RICE - Reach × Impact × Confidence × Effort. Four components, divides instead of multiplies on Effort.

All three exist to do the same job: turn a backlog into a ranked queue, force the team to make comparative judgements, and document why one test ran before another.

ICE

The simplest. Score each hypothesis from 1-10 on:

Impact - if this works, how much would it move the metric?
Confidence - how sure are you that it will work?
Ease - how much engineering / design / research effort?

Multiply for the score. Sean Ellis popularised this for growth-team prioritisation, where speed of decisions matters more than precision of scoring.

PIE

Used by ConversionXL. Same three-factor shape with different labels:

Potential - how much room for improvement on this page or flow?
Importance - how much traffic / revenue flows through this surface?
Ease - implementation cost.

Functionally identical to ICE for most purposes. The distinction matters mainly in how the team frames the conversation.

RICE

Used by Intercom’s product team. Adds Reach as a separate factor:

Reach - how many users will the change affect (per month, quarter, etc.)?
Impact - average effect per affected user.
Confidence - probability the impact estimate is right.
Effort - person-months to ship.

Score = (Reach × Impact × Confidence) / Effort.

Distinguishing Reach from Impact is the key addition. A 20% improvement that affects 100 users a month is a lower priority than a 2% improvement that affects 100,000 users a month, even though Impact-per-user is much higher in the first.

Where the frameworks help

The honest value of any of these isn’t the score. It’s the comparison. Forcing a team to score 30 hypotheses on the same axes surfaces disagreements about what matters and gives the leader something objective-looking to point at when prioritising.

The score itself is just three or four people’s guesses multiplied together. Treat the ranking as directional, not absolute. The hypothesis ranked #1 and #5 aren’t meaningfully different - either could be the right next test. The difference between #1 and #15 is.

Where they fail

Garbage in, garbage out. If the team scores everything 7 because they don’t want to commit, the framework produces noise.
The Confidence factor gets gamed. Pet projects get rated high-confidence even when they shouldn’t. Build a culture of being honest about confidence, or the framework’s outputs reflect politics.
Effort estimates are systematically too low. Software estimation is hard. Multiply effort by 2x and the rankings often invert.
Score doesn’t capture strategic value. Sometimes you run a test because it’s politically important or because it teaches you about a new surface, not because it scores well. Frameworks don’t capture this.
Treating the score as decision-final. The score should inform the conversation, not replace it.

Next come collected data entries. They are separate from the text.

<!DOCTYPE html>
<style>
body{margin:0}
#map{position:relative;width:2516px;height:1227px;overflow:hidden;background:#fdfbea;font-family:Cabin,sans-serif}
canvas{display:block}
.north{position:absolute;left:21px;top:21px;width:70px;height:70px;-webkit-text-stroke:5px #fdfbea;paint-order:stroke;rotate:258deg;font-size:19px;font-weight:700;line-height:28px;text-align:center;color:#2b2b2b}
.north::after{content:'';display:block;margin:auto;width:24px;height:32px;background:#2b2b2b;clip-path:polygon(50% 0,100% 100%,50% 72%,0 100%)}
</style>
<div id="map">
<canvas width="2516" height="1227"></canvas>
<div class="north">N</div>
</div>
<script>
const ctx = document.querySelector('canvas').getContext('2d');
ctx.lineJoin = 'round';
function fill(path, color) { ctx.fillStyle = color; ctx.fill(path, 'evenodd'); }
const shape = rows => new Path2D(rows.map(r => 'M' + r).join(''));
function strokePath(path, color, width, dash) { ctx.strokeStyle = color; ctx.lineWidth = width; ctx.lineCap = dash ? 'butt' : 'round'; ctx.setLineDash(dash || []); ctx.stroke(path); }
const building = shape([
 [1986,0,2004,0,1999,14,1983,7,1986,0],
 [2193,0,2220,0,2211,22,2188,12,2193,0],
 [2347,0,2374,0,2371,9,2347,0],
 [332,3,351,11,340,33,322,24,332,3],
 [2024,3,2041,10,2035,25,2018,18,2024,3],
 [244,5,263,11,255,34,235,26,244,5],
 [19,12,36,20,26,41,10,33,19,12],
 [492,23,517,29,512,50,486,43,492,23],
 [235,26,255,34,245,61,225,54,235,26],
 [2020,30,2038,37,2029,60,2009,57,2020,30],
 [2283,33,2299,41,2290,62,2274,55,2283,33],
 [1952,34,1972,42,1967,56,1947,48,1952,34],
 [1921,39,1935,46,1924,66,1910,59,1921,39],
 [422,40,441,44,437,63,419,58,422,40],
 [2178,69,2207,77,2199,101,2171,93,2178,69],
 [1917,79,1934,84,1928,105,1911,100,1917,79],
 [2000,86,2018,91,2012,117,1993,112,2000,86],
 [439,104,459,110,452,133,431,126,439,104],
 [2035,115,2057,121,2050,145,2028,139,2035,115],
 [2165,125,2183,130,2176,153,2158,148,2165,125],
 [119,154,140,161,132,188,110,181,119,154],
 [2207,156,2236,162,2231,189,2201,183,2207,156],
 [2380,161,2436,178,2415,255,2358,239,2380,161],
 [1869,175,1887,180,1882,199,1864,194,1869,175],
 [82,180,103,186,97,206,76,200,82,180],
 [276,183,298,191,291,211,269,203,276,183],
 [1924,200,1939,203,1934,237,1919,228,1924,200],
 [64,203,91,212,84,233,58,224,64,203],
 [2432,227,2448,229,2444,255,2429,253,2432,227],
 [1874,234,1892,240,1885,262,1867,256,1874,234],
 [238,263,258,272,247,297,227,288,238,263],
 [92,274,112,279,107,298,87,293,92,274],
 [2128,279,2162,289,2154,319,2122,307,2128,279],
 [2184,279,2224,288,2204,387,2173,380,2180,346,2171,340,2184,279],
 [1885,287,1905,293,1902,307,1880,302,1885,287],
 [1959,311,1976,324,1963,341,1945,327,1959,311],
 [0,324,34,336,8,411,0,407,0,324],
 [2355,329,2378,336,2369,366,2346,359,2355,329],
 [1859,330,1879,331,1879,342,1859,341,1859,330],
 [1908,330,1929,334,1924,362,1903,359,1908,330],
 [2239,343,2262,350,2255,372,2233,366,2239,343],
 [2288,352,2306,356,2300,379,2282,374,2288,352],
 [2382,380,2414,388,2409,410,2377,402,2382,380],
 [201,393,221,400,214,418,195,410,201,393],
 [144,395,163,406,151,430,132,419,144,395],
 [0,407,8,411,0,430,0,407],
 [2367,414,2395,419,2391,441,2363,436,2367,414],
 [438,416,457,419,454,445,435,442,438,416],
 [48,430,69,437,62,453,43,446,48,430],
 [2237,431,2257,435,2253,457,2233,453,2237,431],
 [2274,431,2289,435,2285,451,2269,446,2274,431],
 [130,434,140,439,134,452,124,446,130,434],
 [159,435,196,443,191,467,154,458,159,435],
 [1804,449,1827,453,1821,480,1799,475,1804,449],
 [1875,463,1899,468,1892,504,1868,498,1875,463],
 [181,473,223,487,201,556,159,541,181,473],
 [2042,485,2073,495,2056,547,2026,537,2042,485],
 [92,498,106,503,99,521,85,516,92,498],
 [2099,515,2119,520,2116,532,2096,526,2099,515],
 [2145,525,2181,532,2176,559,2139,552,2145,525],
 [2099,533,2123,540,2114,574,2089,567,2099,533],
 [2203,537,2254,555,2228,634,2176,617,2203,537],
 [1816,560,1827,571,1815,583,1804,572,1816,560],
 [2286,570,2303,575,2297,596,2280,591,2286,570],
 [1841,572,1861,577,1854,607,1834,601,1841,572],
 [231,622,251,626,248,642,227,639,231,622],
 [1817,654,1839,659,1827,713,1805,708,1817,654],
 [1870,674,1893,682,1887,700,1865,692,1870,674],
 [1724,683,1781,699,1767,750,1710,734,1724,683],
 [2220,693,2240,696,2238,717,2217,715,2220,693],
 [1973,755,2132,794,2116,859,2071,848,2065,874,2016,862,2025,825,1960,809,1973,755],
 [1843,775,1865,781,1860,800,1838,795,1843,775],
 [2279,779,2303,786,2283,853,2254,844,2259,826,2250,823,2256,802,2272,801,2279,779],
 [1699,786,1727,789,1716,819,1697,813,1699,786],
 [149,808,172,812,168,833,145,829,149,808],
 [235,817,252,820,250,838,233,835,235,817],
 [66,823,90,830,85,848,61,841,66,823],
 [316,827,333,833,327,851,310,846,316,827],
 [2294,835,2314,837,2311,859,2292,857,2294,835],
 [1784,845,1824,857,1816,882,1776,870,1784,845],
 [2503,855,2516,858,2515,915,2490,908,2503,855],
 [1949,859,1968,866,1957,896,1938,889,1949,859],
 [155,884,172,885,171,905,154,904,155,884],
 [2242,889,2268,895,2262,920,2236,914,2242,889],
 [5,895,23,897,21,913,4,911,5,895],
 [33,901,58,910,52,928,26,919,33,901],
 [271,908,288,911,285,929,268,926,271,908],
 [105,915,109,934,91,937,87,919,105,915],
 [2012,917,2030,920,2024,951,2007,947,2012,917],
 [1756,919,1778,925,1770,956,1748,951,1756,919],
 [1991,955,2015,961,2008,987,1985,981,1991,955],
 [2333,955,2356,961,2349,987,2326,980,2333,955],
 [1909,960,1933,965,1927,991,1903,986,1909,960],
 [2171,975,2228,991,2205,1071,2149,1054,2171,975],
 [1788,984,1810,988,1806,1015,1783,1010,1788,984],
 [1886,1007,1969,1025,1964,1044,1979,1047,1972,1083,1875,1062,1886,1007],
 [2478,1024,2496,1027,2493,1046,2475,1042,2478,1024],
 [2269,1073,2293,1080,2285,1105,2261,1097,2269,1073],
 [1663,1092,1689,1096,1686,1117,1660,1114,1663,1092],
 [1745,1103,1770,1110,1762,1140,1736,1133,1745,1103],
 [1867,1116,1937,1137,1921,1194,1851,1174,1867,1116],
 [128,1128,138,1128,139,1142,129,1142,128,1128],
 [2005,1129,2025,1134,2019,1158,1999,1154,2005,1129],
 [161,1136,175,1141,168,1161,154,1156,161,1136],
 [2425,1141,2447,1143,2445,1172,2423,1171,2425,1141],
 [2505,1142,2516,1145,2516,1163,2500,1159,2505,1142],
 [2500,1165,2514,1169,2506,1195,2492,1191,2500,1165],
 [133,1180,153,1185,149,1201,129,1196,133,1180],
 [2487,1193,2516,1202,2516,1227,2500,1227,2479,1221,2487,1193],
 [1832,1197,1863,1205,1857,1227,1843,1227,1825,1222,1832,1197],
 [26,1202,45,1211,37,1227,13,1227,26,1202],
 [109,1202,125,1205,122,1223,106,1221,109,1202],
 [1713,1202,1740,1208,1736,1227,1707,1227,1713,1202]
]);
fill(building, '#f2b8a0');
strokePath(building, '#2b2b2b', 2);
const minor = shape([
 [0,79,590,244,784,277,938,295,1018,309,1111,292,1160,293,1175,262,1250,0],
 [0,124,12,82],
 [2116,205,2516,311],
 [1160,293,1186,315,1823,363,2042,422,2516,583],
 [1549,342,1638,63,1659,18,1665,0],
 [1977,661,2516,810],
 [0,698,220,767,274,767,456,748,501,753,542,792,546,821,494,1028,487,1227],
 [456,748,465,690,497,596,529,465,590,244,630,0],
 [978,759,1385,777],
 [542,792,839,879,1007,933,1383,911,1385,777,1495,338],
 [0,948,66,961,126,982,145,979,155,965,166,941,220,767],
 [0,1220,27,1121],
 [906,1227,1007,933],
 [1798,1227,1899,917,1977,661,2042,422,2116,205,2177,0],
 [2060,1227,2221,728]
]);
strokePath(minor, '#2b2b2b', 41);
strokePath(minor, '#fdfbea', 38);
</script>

When to switch between them

ICE for early-stage teams that need a low-friction way to compare hypotheses.
PIE if your team frames things in terms of page importance and potential rather than impact.
RICE for product / SaaS where reach varies dramatically across surfaces and you want to factor it in explicitly.

For most Shopify CRO teams, ICE is enough. The Reach factor in RICE matters more when you have wildly varying audience sizes across surfaces.